Task instructions
Search the data below for the word "body" and report how many lines contain it. Nothing but the number is needed.

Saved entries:
-=-=-
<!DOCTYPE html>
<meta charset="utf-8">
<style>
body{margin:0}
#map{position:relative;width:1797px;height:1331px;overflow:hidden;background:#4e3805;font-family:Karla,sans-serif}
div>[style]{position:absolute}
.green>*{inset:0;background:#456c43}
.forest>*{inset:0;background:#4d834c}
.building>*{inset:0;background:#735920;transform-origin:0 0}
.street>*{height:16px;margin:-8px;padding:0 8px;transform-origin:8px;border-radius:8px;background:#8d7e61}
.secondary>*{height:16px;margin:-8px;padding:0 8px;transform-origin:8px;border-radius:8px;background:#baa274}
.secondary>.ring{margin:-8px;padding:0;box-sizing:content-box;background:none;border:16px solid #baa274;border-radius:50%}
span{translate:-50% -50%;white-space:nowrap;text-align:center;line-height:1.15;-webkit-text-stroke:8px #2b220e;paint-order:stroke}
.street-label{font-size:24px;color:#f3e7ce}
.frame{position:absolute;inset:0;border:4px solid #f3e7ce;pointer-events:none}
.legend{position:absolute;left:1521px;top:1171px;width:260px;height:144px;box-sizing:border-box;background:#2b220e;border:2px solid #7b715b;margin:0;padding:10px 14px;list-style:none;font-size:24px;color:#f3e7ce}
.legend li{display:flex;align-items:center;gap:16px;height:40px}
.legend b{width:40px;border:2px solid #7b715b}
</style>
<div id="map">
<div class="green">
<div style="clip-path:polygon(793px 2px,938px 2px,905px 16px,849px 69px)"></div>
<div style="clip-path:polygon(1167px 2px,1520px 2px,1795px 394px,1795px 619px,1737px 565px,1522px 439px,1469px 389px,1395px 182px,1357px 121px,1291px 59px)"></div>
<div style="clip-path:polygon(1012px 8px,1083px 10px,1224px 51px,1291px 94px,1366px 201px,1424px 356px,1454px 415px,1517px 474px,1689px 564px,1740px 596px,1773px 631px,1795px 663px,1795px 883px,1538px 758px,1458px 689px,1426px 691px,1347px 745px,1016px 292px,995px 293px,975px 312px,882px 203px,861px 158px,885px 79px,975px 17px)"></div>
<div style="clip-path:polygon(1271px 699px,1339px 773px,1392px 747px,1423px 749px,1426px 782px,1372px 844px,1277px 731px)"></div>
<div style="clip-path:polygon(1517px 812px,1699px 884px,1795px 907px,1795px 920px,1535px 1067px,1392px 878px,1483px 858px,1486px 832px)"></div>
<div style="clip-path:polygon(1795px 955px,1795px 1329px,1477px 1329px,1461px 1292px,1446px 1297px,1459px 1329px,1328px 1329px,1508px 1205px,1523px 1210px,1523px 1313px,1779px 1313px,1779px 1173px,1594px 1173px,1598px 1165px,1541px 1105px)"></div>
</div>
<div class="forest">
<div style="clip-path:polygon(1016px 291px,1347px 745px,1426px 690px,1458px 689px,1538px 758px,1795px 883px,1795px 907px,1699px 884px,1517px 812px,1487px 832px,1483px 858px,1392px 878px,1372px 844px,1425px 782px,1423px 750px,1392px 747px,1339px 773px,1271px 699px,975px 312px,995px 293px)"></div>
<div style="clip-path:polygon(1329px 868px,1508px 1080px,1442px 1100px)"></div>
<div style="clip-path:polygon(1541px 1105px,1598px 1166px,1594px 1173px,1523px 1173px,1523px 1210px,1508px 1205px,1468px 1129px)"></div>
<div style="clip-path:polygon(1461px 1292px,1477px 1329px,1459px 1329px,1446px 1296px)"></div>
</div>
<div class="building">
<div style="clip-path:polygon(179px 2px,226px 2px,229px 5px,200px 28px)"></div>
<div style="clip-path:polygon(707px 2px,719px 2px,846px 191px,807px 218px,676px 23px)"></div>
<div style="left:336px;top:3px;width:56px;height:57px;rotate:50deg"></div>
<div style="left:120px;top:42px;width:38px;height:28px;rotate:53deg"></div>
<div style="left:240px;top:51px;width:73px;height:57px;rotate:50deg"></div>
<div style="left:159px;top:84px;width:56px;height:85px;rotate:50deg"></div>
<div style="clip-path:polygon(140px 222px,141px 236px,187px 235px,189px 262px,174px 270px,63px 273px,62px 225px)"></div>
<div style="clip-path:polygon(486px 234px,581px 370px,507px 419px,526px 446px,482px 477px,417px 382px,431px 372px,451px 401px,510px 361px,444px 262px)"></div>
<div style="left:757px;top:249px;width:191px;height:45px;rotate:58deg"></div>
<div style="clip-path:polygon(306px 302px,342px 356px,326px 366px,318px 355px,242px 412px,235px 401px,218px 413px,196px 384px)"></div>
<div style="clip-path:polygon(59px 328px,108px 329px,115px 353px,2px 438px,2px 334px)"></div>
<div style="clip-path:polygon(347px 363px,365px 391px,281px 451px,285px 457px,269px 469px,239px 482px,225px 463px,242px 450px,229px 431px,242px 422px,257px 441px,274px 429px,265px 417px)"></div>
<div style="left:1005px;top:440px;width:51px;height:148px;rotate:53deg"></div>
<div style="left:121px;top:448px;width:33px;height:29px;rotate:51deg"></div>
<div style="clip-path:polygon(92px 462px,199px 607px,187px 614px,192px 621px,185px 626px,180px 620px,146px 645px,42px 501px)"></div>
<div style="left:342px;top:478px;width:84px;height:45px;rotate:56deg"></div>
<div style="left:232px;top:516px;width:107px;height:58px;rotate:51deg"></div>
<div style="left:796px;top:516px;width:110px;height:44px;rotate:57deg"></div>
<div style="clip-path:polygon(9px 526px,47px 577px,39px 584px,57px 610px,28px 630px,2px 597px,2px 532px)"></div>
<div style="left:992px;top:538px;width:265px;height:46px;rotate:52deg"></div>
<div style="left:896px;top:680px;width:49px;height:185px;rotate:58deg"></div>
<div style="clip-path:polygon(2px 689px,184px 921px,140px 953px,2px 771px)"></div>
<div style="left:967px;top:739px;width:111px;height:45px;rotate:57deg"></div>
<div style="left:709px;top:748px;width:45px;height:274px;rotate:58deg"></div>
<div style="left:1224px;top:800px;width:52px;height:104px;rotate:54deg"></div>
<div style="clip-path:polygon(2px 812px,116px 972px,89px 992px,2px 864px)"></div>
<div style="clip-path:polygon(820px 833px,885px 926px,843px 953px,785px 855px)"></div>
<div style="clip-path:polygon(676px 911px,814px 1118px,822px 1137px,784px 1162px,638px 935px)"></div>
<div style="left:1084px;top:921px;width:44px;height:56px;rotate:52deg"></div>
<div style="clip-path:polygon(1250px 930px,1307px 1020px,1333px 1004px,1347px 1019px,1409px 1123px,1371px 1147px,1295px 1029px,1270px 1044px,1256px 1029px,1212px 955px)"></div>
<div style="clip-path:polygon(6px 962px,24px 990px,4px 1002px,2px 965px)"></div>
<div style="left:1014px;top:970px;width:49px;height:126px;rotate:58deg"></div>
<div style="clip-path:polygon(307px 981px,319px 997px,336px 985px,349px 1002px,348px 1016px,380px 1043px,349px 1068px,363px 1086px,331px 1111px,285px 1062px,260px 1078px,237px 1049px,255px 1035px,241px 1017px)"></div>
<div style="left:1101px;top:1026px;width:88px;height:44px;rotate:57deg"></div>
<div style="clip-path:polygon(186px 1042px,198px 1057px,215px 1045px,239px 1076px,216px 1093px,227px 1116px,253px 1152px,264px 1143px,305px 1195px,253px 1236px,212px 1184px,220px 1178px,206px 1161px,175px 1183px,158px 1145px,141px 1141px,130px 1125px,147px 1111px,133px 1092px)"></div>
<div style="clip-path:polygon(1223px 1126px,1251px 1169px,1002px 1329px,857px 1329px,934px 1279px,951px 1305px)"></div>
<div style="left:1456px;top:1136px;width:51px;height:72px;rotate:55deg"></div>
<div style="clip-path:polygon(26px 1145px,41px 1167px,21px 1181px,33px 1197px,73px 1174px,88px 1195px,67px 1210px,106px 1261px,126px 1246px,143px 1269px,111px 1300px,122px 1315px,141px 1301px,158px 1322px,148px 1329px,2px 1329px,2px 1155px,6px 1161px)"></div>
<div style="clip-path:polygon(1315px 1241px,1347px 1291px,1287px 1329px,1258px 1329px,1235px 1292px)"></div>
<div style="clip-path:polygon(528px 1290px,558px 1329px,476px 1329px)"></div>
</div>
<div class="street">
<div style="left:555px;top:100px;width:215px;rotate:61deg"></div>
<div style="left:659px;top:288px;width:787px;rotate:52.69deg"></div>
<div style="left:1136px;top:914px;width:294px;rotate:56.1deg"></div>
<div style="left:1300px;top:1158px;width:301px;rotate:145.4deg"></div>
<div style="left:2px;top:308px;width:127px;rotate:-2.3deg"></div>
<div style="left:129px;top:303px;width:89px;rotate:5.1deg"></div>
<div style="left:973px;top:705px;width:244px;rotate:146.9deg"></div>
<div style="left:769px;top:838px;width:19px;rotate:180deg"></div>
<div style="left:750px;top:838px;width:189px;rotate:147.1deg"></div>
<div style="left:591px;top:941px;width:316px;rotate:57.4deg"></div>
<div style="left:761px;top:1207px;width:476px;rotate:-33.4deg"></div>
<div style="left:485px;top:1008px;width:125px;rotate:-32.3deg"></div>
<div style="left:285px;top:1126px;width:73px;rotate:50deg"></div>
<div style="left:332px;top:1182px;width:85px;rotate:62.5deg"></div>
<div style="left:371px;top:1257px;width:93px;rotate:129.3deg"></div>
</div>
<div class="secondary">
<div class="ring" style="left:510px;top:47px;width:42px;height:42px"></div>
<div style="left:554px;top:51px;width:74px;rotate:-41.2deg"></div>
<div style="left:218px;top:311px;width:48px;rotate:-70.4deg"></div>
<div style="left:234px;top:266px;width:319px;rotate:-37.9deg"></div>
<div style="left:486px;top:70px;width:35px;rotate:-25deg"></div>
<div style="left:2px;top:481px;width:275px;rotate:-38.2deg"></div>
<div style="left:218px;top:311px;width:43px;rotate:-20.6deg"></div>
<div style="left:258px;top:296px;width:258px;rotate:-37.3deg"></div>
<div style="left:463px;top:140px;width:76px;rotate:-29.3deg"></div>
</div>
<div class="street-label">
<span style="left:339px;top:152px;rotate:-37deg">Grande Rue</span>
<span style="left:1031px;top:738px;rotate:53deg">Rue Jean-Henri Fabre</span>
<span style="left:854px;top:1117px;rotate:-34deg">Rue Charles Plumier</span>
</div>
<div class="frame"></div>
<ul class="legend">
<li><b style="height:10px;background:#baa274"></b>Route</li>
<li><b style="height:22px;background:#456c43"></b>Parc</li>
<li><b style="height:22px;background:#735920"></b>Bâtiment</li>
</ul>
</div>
-=-=-
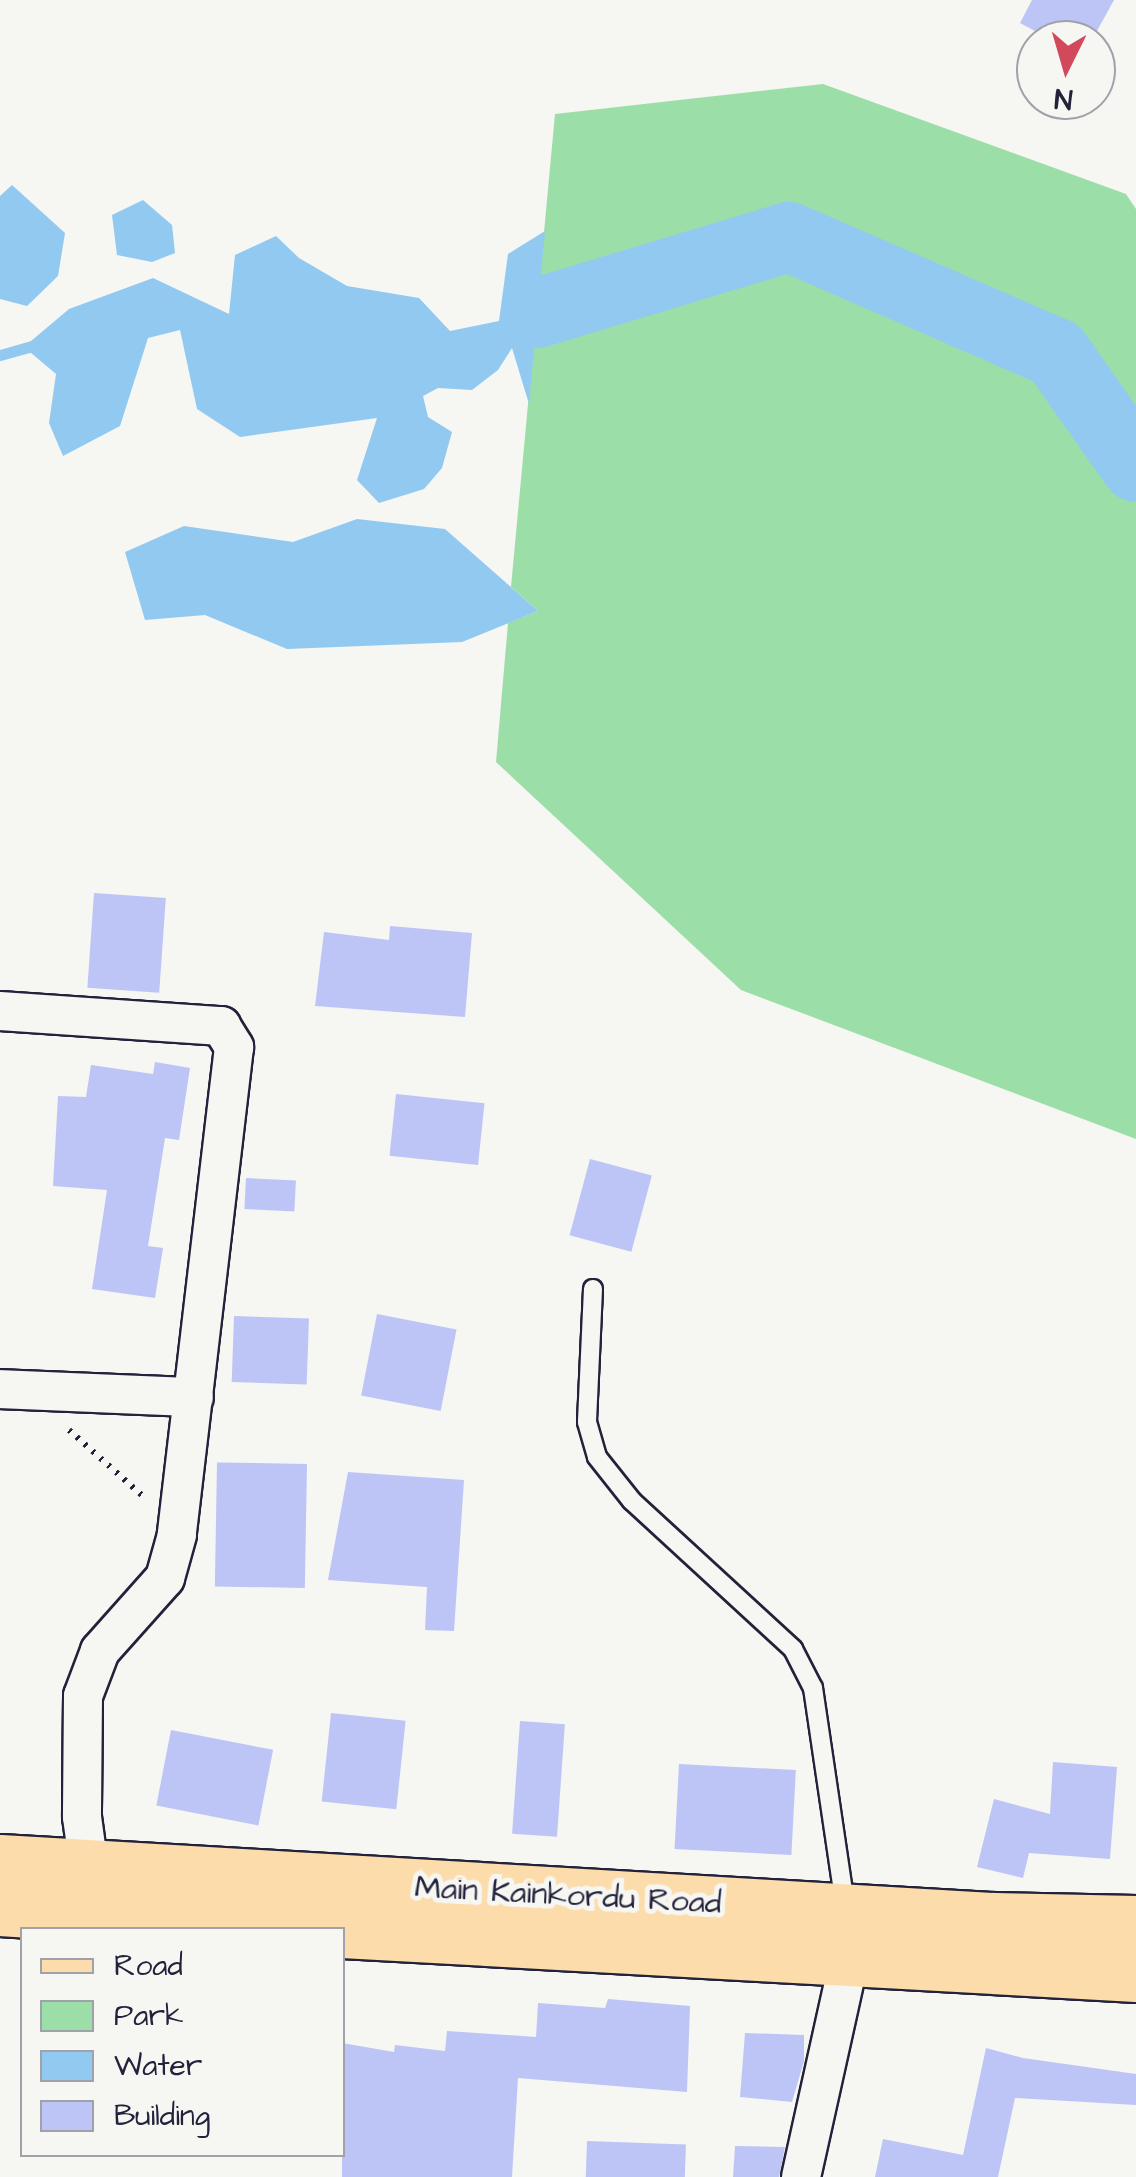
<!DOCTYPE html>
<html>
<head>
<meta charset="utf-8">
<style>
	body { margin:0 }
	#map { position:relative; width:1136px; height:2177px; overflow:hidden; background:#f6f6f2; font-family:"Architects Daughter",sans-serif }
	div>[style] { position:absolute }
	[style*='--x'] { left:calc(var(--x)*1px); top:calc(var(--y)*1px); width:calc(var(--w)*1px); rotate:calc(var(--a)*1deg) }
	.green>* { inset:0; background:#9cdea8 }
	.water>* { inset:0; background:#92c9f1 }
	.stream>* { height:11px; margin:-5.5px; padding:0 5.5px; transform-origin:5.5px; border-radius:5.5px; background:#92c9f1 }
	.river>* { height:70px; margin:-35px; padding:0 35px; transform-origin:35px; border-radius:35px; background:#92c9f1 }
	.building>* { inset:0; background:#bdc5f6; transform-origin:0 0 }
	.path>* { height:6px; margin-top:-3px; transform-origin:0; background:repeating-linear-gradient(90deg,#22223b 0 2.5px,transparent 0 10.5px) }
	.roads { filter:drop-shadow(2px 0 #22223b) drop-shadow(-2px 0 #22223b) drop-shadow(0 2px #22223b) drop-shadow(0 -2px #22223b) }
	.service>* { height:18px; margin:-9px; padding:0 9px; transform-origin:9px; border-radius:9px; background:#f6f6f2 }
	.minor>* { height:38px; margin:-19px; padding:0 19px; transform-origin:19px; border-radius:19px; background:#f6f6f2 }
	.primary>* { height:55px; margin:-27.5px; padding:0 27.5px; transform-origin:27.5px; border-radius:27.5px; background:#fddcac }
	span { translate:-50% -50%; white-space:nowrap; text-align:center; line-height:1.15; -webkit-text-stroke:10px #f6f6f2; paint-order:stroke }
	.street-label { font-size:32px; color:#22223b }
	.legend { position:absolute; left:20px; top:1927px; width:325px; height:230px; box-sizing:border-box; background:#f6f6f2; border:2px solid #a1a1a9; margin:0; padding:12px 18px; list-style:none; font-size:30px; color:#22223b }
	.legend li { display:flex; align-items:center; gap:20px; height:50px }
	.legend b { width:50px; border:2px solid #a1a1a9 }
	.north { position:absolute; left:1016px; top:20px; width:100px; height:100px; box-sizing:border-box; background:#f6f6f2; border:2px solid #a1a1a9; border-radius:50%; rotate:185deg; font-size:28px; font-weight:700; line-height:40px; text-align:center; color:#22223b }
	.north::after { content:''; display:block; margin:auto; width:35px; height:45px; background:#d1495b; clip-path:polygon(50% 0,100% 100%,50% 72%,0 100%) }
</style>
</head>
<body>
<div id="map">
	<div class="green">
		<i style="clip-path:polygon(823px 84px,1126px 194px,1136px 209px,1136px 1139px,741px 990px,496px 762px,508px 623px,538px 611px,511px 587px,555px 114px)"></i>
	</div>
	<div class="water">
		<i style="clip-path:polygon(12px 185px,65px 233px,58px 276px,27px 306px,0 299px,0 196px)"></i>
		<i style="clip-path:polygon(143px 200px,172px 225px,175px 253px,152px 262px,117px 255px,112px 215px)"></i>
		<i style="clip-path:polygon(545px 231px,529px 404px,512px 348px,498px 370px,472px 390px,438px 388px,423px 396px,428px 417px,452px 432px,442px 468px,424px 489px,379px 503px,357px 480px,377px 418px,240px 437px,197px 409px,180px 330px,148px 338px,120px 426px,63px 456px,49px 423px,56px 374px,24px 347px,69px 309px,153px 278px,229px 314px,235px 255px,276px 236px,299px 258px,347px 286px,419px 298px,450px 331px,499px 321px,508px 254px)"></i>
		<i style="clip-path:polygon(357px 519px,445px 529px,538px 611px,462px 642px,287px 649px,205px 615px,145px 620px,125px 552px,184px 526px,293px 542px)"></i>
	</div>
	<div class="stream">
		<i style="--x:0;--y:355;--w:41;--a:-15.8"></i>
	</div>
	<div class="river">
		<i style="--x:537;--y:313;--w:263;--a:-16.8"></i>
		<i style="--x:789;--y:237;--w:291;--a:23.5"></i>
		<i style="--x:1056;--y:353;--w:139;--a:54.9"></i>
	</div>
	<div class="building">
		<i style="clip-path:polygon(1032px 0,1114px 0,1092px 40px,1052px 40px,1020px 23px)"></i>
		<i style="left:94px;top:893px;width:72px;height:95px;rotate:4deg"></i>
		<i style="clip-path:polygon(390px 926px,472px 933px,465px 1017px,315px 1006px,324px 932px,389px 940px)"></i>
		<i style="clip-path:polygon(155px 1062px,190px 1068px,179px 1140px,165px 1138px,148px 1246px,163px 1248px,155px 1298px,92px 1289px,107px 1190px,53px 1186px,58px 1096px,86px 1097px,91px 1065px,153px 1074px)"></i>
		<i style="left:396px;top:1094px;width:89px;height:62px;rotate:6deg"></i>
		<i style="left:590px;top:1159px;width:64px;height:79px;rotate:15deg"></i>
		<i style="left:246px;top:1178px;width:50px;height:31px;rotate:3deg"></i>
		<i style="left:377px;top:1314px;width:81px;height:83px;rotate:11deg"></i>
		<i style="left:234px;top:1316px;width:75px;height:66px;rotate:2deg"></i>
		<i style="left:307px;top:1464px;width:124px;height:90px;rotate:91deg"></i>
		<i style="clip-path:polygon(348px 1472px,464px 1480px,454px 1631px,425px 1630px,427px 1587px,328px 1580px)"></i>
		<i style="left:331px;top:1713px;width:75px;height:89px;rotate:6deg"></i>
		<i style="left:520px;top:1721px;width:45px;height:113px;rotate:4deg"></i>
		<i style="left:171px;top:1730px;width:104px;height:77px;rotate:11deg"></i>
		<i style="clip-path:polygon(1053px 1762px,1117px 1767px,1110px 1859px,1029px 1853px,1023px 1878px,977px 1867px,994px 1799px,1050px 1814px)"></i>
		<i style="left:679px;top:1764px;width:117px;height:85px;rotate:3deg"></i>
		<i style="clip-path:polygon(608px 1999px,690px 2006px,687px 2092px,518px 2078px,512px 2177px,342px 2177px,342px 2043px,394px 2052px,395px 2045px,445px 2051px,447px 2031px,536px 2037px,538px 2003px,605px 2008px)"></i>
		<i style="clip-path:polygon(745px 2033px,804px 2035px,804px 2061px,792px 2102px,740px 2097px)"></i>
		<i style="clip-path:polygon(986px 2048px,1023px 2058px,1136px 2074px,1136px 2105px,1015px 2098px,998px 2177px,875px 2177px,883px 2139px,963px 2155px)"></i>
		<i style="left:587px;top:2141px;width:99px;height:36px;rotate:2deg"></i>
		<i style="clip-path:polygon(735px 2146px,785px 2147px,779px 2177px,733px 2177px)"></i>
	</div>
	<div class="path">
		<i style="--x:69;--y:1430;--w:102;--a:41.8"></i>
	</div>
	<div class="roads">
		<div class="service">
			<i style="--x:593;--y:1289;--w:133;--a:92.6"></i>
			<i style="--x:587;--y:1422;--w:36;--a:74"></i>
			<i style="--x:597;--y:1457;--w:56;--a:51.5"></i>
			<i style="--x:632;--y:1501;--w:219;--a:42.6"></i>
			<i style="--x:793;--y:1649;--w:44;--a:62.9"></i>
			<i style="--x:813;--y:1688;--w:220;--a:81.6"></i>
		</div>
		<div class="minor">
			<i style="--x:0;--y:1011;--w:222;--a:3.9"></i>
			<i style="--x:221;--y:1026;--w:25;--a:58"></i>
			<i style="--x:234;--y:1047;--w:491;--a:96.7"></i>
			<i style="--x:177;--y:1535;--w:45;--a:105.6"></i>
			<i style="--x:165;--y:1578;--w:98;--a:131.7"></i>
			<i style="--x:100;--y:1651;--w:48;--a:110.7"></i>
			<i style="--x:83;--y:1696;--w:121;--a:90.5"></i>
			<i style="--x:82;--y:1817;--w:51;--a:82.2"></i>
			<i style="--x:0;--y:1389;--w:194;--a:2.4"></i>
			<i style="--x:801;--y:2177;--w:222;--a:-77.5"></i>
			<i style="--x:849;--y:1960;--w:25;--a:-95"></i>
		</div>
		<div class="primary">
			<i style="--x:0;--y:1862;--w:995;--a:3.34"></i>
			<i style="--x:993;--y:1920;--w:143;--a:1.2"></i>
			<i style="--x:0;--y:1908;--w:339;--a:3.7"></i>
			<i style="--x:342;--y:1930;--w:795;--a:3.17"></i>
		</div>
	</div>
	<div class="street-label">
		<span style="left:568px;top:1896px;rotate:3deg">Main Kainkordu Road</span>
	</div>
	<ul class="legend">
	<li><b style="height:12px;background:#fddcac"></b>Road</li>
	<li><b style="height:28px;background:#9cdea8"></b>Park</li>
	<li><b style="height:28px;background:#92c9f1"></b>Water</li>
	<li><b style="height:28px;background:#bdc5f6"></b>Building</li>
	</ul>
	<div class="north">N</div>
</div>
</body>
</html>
-=-=-
Response to the task
4